Task description:
Could you copy, word for word, only the lines from the one containing "Quick job: Summarize" through the last line of the records below, both included?

Records for this exercise:
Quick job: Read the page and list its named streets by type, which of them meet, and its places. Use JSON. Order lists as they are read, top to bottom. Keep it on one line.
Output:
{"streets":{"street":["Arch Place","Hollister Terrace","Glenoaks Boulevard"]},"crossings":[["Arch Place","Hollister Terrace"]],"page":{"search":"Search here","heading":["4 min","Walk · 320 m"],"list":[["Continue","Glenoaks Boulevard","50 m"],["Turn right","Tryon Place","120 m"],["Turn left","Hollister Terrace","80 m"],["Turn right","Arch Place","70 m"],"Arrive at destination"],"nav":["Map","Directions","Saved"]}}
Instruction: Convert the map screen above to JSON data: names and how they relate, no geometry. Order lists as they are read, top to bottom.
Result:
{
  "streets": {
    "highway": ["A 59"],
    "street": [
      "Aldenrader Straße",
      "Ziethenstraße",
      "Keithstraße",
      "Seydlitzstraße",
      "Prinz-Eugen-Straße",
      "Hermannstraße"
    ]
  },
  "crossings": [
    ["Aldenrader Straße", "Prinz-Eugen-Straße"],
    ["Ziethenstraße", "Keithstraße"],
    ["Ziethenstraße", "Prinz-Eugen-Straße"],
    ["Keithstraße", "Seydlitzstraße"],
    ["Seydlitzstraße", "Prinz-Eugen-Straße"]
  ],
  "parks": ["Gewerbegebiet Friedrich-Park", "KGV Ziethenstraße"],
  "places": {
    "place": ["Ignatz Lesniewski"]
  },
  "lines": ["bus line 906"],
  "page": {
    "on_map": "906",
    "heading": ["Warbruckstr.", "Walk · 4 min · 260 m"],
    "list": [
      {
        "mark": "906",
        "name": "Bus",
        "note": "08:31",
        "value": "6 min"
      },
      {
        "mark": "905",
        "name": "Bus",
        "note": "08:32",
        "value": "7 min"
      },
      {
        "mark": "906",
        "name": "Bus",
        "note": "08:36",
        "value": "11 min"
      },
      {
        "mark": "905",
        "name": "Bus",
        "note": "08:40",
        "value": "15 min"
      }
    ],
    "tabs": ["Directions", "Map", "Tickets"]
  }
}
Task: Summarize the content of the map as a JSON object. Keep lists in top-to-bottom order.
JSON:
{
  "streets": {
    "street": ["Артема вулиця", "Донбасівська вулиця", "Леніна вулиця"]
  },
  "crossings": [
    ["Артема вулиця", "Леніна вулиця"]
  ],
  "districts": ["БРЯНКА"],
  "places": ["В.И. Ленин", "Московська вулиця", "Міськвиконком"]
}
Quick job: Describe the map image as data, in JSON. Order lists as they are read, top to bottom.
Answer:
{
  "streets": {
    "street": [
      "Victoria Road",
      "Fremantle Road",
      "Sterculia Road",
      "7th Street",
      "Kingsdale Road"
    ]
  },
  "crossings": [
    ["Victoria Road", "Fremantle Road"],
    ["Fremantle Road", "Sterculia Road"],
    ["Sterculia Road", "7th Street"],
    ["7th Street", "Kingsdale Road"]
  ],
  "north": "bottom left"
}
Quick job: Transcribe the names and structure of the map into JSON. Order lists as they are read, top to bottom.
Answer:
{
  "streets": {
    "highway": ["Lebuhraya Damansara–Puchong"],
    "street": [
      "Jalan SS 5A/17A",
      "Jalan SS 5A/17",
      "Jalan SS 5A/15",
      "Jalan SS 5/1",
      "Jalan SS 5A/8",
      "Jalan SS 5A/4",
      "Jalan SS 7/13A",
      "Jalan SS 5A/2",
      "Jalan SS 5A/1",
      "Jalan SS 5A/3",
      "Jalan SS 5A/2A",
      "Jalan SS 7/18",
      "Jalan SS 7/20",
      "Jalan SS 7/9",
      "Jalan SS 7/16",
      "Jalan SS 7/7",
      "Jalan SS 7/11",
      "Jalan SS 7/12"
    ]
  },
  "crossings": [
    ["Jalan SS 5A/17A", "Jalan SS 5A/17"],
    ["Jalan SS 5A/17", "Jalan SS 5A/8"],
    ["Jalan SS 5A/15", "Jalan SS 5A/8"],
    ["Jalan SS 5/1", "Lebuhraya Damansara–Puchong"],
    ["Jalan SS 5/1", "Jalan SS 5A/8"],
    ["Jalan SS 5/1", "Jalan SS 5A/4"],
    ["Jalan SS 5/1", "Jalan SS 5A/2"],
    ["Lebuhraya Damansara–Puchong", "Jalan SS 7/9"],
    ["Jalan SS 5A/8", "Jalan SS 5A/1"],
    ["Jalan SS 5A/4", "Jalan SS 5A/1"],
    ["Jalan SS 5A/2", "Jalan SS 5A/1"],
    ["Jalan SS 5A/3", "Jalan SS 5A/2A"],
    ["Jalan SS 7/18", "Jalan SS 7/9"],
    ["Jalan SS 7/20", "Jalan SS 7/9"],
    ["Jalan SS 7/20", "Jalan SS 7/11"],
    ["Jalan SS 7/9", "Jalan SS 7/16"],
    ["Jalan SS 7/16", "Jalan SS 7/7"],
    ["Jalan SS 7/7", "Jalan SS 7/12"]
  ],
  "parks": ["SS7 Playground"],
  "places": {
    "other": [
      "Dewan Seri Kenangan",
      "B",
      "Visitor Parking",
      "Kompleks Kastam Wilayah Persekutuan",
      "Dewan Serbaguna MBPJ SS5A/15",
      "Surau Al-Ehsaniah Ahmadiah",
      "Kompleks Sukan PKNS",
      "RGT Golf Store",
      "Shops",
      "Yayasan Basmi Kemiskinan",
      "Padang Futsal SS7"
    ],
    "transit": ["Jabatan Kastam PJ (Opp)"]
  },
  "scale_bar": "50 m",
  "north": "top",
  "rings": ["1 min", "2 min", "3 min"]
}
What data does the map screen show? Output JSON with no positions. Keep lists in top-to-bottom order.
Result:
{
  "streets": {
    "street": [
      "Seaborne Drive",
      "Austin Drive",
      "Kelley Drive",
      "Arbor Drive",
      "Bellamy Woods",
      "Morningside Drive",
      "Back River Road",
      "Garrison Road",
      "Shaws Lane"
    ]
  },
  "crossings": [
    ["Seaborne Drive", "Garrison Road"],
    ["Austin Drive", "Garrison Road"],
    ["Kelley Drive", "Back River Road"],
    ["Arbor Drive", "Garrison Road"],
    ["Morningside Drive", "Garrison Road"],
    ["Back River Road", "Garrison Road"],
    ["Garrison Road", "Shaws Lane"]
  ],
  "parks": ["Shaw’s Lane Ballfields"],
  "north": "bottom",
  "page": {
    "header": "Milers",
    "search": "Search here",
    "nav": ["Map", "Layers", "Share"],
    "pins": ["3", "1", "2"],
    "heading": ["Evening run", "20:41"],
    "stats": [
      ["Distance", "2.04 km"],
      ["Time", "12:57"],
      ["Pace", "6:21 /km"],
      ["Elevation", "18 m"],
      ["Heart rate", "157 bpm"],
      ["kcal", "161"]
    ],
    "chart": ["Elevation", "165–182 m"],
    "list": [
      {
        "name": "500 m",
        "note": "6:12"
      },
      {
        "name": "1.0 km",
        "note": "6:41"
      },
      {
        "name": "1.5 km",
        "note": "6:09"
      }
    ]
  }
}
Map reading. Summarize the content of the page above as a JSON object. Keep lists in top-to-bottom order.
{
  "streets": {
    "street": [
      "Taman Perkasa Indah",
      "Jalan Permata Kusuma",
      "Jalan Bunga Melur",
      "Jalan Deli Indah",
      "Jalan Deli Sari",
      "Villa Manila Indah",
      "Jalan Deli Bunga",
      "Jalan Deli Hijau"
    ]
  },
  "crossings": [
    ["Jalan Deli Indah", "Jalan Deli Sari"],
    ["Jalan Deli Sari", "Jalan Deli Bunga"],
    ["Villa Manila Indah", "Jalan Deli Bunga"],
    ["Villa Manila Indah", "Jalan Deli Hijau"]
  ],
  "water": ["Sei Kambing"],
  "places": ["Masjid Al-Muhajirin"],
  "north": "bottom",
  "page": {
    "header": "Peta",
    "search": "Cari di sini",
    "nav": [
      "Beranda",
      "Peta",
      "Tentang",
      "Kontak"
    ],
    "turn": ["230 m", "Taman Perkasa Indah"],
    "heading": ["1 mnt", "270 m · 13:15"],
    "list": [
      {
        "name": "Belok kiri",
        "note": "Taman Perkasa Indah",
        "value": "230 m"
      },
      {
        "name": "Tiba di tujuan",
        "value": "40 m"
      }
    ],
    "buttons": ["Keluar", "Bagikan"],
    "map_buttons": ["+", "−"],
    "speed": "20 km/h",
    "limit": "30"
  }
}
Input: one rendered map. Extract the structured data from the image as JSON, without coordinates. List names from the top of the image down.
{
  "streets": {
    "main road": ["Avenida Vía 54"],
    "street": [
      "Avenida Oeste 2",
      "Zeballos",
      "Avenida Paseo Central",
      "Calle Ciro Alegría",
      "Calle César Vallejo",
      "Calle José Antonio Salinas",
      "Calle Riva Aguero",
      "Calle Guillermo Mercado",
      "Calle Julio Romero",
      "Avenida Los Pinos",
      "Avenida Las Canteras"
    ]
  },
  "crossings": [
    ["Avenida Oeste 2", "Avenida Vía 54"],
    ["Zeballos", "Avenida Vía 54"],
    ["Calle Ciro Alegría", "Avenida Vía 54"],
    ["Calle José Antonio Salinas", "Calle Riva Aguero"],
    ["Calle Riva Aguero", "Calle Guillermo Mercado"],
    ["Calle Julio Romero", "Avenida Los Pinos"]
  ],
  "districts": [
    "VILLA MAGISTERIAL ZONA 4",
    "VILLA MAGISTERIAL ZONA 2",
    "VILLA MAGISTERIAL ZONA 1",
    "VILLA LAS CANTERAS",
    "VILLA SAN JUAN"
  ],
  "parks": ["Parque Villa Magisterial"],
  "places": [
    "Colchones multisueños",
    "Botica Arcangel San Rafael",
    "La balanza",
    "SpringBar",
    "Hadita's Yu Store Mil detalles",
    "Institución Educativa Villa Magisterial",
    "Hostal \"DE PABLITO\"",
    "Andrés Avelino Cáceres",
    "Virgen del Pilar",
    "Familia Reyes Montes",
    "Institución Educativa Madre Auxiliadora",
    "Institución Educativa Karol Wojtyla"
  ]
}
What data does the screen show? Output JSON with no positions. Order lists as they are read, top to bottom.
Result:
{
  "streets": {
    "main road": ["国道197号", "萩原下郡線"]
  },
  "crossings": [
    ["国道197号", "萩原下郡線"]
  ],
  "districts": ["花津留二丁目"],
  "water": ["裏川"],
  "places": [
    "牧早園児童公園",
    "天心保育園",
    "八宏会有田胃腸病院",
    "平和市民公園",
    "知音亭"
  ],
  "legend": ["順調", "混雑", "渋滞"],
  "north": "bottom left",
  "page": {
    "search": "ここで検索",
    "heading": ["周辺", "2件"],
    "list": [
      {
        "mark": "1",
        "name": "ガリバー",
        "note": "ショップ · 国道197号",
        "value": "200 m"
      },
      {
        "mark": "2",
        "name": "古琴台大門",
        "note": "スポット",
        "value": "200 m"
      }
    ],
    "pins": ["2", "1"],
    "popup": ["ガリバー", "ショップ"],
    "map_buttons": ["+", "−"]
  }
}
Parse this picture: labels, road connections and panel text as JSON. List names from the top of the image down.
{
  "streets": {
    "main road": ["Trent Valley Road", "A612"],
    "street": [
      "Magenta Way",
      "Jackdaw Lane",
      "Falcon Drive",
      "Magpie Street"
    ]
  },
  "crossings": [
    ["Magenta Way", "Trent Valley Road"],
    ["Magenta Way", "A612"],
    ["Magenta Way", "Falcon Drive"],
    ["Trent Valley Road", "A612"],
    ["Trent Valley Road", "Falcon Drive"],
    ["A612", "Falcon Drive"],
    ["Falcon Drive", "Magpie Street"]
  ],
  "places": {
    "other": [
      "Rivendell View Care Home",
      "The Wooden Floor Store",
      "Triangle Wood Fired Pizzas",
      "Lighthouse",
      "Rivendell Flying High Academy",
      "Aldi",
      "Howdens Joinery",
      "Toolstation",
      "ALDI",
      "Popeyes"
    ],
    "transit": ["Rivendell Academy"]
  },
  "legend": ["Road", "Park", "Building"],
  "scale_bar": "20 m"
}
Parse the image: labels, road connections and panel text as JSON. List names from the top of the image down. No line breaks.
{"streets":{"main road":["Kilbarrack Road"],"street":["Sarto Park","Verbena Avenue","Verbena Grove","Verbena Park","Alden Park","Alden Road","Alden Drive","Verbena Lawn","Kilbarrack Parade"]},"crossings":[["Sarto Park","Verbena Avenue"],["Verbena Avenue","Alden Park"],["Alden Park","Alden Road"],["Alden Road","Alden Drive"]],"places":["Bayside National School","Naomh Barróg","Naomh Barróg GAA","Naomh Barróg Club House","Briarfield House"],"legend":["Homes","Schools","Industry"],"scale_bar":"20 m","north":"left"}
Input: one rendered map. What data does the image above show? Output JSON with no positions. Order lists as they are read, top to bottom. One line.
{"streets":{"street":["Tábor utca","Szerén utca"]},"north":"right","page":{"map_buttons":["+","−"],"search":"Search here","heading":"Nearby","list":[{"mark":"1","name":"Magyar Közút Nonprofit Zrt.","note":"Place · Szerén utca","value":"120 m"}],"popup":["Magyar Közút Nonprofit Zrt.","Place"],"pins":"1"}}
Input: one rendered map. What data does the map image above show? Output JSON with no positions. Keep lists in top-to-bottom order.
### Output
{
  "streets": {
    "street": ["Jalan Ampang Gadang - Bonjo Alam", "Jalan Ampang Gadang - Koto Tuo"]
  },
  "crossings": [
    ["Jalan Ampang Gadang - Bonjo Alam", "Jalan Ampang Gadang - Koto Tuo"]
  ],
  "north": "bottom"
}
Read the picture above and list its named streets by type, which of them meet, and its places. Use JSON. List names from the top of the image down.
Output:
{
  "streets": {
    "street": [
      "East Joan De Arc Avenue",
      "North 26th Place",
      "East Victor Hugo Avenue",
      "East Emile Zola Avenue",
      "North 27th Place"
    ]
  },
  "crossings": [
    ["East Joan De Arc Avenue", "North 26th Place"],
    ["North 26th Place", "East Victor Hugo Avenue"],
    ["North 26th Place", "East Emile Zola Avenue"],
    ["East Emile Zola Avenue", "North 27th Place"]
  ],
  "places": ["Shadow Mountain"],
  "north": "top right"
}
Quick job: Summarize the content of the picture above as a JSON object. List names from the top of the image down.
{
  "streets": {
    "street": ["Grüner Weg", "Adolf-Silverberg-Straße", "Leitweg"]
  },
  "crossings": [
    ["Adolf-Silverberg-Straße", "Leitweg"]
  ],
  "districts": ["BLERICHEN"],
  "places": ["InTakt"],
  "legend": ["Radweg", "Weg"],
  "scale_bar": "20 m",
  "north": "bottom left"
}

Exercise solution:
Quick job: Summarize the content of the picture above as a JSON object. List names from the top of the image down.
{
  "streets": {
    "street": ["Grüner Weg", "Adolf-Silverberg-Straße", "Leitweg"]
  },
  "crossings": [
    ["Adolf-Silverberg-Straße", "Leitweg"]
  ],
  "districts": ["BLERICHEN"],
  "places": ["InTakt"],
  "legend": ["Radweg", "Weg"],
  "scale_bar": "20 m",
  "north": "bottom left"
}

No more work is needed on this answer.